When her mother died in 1879, Woolson traveled to Europe, where she remained the rest of her life. In Florence, Italy, during the spring of 1880, Woolson developed a notable friendship with American author Henry James, who apparently referred to her affectionately as "Fenimore." Biographer Lyndall Gordon, in Henry James: Two Women and His Art, presents Woolson as having had "a muselike influence" on James and suggests that James may have used plots originally devised by Woolson. However, James was no less an important influence on her, as she adopted his introspective, psychological style in her later works of fiction, particularly in For the Major, which is considered one of her best efforts.

Living in different parts of Europe throughout the 1880s and 1890s, and traveling to Greece and Egypt during the winter of 1889–90, Woolson wrote prolifically. During these years, she published four novels which, like her earlier works, first appeared in serial form in Harper's and were then published as books. Woolson's final short stories revolve around American expatriates living abroad, and are commonly regarded as inferior to her works with American settings.

In 1890, Woolson returned to England, residing in Cheltenham and Oxford until the summer of 1893, when she found an apartment on the Grand Canal in Venice. Her physical health had deteriorated, and that winter she battled the flu, which eventually turned into typhoid fever. On January 24, 1894, she either fell or jumped to her death from an upper-floor window. Woolson had suffered from depression her entire life, a condition she believed to be inherent to a creative temperament. Although Henry James speculated that she had committed suicide, the absence of a witness precludes a definite opinion. She was interred in the Protestant Cemetery in Rome.

sources:

Boren, Lynda S. "Constance Fenimore Woolson," in Dictionary of Literary Biography, Vol. 12: American Realists and Naturalists. Detroit, MI: The Gale Group, 1982, pp. 456–463.
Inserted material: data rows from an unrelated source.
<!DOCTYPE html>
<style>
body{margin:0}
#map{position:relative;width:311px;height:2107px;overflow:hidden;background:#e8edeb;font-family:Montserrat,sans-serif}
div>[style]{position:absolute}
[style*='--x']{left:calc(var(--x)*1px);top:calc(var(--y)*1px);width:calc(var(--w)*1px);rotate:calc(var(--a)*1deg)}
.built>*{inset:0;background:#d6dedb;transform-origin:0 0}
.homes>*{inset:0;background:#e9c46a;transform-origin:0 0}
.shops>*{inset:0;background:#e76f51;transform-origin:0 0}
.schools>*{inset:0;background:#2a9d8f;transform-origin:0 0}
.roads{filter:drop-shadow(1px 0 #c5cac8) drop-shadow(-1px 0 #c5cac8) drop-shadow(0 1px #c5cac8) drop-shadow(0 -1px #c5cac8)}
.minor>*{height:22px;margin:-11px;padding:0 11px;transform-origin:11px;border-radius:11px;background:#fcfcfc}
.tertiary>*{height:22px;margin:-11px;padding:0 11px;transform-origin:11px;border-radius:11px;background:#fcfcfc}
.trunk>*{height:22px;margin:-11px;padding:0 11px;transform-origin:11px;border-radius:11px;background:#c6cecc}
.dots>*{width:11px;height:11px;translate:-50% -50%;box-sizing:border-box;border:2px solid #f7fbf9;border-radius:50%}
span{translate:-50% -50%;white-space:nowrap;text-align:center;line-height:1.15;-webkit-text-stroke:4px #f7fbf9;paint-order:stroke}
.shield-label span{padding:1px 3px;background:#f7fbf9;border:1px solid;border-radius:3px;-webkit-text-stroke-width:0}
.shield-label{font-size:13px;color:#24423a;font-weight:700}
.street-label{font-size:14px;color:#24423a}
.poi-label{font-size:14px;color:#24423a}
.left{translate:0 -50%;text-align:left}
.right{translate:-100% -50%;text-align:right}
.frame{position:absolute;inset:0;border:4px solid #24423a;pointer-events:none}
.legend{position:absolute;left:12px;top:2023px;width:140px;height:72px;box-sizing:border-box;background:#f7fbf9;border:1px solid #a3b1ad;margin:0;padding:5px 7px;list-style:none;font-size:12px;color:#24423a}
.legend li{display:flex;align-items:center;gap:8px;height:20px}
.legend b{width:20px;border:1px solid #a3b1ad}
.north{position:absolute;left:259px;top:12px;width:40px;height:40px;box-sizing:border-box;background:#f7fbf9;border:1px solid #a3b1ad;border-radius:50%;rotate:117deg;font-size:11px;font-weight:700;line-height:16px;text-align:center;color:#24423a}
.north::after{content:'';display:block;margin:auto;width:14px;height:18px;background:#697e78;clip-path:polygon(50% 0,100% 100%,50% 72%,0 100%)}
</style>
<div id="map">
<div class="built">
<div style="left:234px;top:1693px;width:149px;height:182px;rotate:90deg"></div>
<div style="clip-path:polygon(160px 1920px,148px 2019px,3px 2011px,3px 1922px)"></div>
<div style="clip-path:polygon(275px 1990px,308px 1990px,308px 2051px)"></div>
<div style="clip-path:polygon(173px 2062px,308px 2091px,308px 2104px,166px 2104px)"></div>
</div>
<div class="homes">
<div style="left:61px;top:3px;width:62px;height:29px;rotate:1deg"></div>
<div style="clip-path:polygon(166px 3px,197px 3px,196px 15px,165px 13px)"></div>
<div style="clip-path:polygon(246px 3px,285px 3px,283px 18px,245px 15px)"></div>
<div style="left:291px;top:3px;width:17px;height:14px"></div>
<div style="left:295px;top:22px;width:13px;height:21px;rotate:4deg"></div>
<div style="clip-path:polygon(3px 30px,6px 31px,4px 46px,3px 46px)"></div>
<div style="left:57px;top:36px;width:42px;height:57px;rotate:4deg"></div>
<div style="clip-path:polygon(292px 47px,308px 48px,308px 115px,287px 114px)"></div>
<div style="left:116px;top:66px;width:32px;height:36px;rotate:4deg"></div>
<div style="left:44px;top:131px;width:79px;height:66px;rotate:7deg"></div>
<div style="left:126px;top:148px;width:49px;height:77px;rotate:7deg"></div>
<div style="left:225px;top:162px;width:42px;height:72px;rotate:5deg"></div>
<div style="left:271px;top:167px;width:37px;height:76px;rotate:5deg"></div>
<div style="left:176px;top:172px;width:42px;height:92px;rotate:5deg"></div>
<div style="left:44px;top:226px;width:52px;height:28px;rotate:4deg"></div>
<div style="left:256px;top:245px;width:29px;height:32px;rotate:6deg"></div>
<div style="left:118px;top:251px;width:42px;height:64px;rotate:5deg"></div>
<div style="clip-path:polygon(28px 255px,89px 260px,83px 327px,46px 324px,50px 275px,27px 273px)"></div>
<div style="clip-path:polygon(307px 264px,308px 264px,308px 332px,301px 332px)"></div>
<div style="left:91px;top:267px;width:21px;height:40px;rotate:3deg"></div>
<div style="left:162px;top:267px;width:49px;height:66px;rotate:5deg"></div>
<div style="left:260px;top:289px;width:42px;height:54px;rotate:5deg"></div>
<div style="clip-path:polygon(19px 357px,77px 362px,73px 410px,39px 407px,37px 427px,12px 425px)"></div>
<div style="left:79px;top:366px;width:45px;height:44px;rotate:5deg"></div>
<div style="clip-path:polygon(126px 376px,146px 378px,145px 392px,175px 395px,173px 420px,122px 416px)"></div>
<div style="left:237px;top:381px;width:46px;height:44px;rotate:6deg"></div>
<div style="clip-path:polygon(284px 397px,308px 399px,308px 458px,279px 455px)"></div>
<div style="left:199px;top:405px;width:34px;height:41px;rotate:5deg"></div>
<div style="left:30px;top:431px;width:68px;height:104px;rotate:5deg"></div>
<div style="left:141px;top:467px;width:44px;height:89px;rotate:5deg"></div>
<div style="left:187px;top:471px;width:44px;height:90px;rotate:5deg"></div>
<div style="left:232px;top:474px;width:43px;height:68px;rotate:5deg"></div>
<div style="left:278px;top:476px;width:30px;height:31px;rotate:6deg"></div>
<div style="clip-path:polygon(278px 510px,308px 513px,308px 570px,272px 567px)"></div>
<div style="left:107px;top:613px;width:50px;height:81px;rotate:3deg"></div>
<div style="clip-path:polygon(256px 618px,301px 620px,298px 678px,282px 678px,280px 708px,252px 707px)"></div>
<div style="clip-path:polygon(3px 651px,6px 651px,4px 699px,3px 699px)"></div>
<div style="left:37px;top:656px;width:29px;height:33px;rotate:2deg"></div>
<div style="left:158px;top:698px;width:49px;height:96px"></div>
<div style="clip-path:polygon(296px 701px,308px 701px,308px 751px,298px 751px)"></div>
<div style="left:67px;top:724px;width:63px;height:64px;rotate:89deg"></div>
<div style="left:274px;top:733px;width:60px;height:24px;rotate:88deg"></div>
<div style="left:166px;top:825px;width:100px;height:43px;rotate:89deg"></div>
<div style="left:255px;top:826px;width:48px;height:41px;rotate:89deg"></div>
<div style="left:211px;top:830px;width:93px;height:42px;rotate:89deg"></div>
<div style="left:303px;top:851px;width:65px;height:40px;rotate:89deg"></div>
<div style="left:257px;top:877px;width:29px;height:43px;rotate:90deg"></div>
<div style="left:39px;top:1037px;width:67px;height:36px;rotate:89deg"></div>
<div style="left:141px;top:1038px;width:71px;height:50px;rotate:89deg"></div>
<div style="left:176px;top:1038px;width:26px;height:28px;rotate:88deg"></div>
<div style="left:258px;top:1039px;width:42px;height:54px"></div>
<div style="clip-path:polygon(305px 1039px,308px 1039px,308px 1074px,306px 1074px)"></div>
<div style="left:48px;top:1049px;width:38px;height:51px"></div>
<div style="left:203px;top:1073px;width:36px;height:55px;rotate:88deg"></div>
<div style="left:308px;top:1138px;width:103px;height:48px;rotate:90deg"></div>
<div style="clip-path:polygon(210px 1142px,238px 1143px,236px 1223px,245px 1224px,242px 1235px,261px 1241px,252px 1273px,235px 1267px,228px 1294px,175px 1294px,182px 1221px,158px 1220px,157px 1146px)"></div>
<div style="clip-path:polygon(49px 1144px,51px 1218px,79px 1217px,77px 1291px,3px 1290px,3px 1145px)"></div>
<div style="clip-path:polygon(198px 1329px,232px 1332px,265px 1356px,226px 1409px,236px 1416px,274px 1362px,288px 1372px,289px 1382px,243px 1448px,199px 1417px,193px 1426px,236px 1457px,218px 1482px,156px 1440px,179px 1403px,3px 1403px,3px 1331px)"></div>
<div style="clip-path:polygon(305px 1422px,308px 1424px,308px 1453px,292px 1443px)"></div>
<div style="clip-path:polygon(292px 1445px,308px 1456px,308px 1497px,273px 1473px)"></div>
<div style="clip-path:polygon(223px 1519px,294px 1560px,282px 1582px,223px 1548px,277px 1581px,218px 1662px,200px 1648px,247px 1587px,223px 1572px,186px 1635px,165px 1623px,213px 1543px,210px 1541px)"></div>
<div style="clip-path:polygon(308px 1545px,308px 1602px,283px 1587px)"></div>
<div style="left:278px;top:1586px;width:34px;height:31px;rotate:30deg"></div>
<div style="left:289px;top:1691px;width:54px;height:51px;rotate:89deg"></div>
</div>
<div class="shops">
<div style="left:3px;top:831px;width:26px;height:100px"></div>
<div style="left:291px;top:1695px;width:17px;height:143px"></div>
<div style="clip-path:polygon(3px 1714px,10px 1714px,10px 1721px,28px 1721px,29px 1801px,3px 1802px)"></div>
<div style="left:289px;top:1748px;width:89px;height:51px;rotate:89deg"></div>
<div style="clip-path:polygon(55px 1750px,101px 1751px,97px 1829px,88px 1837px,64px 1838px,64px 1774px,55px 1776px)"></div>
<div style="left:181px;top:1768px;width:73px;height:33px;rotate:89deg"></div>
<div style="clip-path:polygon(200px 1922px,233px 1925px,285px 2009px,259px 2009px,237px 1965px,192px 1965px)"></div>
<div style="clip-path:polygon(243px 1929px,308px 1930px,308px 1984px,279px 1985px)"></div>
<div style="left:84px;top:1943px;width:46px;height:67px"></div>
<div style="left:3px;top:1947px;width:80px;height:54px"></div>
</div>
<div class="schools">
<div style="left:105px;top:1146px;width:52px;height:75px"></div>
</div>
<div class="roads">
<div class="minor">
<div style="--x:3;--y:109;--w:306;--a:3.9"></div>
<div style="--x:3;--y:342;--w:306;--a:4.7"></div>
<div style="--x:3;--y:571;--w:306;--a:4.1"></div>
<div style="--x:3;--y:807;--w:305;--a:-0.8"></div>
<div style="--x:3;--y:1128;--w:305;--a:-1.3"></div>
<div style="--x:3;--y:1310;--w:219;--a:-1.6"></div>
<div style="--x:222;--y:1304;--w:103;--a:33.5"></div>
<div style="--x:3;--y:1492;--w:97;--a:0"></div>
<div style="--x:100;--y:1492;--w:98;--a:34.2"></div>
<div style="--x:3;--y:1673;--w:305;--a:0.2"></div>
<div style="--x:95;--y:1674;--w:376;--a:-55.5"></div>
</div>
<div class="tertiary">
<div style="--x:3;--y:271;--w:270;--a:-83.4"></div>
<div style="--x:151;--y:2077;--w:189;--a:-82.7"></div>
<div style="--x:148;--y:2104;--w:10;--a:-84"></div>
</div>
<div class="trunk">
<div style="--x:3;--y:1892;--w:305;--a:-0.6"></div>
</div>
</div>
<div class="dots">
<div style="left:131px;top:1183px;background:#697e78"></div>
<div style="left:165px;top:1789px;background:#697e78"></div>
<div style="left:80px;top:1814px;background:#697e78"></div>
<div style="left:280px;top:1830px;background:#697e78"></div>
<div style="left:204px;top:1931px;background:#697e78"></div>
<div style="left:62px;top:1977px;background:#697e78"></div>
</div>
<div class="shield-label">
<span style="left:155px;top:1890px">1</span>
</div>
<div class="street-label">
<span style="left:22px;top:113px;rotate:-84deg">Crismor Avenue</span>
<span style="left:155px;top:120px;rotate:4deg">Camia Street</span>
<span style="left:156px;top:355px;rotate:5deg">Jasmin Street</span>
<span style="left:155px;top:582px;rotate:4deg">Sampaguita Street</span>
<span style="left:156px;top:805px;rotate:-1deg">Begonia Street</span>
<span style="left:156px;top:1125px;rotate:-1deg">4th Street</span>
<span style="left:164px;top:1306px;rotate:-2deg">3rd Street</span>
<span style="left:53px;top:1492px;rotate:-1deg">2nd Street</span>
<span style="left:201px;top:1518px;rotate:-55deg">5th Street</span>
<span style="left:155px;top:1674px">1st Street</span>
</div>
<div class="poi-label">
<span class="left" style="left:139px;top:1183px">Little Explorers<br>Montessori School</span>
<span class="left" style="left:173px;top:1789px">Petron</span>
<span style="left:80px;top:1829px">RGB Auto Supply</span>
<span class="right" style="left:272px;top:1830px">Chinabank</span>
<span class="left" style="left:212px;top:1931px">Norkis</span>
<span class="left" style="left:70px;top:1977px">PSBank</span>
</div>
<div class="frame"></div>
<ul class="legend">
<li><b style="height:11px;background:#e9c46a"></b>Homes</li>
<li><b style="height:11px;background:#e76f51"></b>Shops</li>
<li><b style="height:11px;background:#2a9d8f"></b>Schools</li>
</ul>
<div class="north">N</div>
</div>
Dean, Sharon L. "Constance Fenimore Woolson," in Dictionary of Literary Biography, Vol. 221: American Women Prose Writers, 1870–1920. Detroit, MI: The Gale Group, 2000, pp. 370–380.

Edwards, Mary P. "Constance Fenimore Woolson," in Dictionary of Literary Biography, Vol. 74: American Short-Story Writers Before 1880. Detroit, MI: The Gale Group, 1988, pp. 365–370.

James, Edward T., ed. Notable American Women, 1607–1950. Cambridge, MA: The Belknap Press of Harvard University, 1971.

McHenry, Robert, ed. Famous American Women. NY: Dover, 1980.

Publishers Weekly. March 1, 1999, p. 51.

Wadsworth, Sarah. "Constance Fenimore Woolson," in Dictionary of Literary Biography, Vol. 189: American Travel Writers, 1850–1915. Detroit, MI: The Gale Group, 1998, pp. 353–359.

suggested reading:

Gordon, Lyndall. A Private Life of Henry James: Two Women and His Art. NY: W.W. Norton, 1999.